━━━ RECORDED DATA

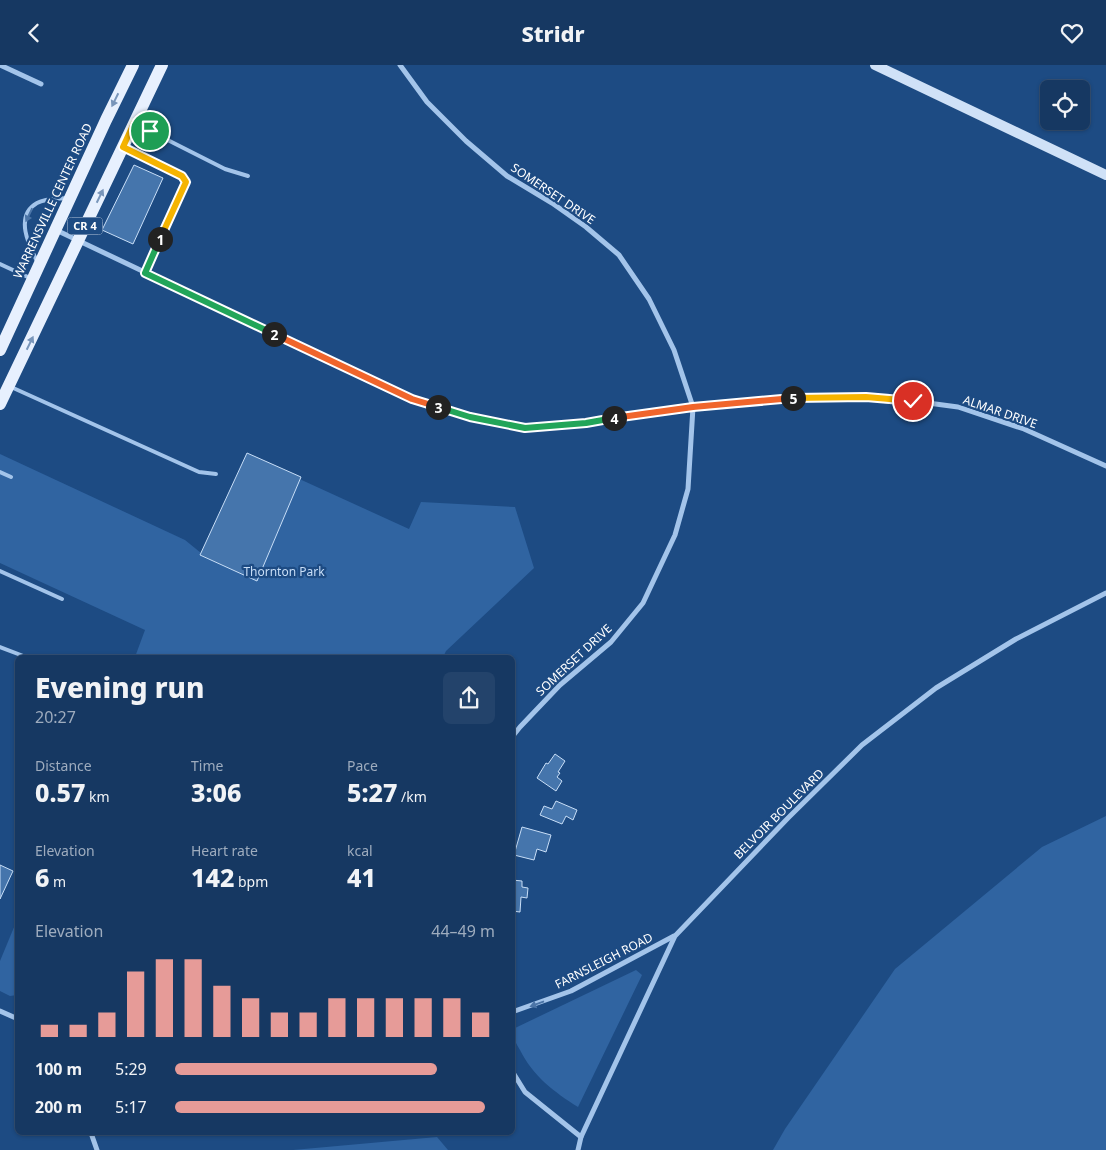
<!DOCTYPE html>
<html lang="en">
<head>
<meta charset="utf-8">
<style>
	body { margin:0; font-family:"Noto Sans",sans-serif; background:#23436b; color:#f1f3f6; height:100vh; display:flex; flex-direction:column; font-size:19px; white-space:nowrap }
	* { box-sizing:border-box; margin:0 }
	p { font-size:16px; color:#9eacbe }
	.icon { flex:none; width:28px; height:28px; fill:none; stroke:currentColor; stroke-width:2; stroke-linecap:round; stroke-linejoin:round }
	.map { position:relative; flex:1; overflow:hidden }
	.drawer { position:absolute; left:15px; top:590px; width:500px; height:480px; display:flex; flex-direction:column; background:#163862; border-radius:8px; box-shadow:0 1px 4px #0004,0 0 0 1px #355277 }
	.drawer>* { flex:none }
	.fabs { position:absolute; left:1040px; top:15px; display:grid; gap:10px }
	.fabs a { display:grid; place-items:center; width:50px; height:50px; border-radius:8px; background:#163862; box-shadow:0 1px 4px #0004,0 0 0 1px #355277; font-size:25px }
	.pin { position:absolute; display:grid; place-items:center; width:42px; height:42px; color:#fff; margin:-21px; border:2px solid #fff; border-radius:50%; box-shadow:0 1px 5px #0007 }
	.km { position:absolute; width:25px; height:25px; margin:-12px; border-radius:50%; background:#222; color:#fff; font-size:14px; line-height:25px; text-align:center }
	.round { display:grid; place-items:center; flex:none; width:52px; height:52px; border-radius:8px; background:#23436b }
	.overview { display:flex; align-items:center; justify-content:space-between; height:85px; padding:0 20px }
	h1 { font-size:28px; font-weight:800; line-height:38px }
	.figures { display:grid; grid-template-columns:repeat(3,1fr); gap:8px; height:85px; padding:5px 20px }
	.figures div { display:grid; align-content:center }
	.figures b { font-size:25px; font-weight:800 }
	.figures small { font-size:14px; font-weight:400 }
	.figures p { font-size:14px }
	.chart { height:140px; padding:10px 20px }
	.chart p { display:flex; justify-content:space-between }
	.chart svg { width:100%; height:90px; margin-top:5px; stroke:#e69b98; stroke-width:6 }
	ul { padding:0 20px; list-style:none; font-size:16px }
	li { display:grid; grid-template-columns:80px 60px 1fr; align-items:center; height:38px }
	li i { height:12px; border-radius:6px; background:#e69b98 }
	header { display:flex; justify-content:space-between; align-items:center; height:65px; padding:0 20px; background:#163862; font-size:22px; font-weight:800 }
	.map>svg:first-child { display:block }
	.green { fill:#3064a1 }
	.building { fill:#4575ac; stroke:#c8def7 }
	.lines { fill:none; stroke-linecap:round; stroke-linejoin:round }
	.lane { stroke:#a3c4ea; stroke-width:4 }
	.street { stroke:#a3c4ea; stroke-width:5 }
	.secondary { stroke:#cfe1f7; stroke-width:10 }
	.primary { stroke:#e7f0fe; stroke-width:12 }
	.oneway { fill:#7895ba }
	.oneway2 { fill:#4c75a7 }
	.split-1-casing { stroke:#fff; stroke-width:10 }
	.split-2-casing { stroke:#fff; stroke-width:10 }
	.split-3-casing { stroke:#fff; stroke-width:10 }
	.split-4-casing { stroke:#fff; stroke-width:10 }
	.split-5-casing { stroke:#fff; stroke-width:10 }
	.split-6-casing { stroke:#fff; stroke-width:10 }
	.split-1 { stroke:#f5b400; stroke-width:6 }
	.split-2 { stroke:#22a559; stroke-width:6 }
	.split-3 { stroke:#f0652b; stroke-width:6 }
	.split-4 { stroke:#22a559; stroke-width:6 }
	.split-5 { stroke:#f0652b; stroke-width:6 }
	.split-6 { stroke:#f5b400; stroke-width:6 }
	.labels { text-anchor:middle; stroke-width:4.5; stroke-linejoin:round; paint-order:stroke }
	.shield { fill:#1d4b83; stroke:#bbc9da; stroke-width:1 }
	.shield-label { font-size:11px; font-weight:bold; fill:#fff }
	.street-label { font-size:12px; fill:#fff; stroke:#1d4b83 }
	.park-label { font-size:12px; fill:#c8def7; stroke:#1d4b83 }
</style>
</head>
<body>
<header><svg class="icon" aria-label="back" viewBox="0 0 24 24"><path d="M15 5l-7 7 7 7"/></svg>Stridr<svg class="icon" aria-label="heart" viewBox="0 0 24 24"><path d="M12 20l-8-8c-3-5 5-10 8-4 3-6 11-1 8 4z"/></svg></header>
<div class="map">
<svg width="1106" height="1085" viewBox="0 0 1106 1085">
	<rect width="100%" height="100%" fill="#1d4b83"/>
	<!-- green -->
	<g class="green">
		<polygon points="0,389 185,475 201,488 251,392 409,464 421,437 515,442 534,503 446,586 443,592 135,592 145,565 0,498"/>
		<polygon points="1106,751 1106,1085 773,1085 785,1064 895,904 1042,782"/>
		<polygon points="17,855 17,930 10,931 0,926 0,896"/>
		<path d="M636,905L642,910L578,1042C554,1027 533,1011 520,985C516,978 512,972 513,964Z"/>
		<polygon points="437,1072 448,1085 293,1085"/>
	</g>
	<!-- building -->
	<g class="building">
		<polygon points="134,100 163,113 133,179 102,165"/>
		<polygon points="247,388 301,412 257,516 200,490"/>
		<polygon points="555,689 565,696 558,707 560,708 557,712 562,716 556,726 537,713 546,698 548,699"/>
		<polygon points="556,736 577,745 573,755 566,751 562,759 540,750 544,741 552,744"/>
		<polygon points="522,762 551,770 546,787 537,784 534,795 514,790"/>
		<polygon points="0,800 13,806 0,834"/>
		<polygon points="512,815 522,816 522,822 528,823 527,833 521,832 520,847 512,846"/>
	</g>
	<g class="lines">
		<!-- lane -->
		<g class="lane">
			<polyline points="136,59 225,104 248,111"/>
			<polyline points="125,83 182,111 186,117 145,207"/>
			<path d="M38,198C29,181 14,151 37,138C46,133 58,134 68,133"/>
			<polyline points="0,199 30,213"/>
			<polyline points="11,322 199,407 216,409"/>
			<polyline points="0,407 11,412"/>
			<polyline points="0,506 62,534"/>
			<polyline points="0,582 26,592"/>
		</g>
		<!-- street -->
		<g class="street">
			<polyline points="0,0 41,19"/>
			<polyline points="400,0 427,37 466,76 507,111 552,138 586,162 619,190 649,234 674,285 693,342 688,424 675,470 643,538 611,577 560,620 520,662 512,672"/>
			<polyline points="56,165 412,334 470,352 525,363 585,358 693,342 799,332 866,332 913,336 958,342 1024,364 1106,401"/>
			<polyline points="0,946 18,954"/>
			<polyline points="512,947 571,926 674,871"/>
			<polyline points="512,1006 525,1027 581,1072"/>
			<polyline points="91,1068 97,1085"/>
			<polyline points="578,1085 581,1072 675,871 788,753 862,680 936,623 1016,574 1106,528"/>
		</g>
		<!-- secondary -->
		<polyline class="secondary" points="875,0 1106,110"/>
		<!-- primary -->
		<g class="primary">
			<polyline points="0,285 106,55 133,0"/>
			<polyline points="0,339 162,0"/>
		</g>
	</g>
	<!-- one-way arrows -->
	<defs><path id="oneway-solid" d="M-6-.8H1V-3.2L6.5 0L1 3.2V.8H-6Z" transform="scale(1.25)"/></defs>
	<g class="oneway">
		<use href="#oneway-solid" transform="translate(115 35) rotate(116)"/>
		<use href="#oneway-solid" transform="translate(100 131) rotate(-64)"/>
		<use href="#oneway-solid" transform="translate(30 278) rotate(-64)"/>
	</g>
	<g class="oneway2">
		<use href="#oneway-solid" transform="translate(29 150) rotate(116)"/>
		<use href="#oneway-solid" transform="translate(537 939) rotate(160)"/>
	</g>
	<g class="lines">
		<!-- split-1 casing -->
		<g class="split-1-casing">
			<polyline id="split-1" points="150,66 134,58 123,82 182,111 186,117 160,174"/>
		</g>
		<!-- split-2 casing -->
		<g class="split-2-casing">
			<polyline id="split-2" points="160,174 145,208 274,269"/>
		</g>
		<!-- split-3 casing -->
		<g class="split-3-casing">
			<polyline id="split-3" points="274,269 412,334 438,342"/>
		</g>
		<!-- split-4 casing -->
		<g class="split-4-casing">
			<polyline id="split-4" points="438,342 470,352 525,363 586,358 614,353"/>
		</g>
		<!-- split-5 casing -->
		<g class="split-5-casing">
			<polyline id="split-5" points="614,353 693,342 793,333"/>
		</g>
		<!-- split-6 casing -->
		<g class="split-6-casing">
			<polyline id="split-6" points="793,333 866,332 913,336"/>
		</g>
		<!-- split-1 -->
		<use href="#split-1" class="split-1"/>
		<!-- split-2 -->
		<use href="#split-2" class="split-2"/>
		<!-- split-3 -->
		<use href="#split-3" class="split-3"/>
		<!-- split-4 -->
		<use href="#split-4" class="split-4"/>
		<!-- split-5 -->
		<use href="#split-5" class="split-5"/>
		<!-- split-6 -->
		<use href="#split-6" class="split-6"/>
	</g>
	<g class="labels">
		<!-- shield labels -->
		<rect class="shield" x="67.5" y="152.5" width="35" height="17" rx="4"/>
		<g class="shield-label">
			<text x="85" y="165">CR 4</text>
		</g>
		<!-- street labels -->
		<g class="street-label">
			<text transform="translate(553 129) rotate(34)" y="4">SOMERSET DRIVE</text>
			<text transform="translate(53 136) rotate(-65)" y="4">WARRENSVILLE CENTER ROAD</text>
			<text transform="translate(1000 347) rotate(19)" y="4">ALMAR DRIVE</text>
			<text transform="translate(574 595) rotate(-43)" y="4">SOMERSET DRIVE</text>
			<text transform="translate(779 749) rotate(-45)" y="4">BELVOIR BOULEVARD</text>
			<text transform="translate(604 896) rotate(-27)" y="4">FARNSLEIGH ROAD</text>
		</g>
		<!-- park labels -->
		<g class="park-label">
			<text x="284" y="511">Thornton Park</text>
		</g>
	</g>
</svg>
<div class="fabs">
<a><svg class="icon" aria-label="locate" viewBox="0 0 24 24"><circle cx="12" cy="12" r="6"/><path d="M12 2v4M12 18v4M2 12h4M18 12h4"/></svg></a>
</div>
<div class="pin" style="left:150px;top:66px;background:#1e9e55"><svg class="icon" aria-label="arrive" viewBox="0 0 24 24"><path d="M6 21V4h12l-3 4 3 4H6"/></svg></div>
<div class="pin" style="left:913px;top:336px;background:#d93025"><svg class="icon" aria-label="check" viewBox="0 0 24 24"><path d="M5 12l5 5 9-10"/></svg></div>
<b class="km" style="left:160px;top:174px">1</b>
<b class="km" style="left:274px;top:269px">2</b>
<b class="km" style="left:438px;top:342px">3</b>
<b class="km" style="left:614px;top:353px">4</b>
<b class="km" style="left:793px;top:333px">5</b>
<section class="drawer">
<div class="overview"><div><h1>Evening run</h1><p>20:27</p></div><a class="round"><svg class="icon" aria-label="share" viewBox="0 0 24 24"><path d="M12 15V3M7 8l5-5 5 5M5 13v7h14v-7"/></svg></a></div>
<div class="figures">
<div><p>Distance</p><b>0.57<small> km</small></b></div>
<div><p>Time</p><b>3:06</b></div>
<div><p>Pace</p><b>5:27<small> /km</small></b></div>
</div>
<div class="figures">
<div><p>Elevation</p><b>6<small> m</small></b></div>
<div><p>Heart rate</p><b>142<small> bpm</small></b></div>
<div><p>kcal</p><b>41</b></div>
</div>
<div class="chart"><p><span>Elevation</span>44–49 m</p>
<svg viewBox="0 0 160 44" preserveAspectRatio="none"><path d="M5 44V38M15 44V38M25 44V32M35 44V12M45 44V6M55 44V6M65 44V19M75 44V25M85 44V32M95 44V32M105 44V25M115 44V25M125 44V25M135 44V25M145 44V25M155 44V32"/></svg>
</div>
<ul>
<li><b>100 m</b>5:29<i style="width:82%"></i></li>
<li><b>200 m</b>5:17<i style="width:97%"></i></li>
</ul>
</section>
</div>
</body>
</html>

━━━━━━

◆ **EXERCISE OBJECTIVE**
A line belongs in the answer if it contains the word "fabs"; please copy each such line from the material.

◆ **RESPONSE TO THE TASK**
	.fabs { position:absolute; left:1040px; top:15px; display:grid; gap:10px }
	.fabs a { display:grid; place-items:center; width:50px; height:50px; border-radius:8px; background:#163862; box-shadow:0 1px 4px #0004,0 0 0 1px #355277; font-size:25px }
<div class="fabs">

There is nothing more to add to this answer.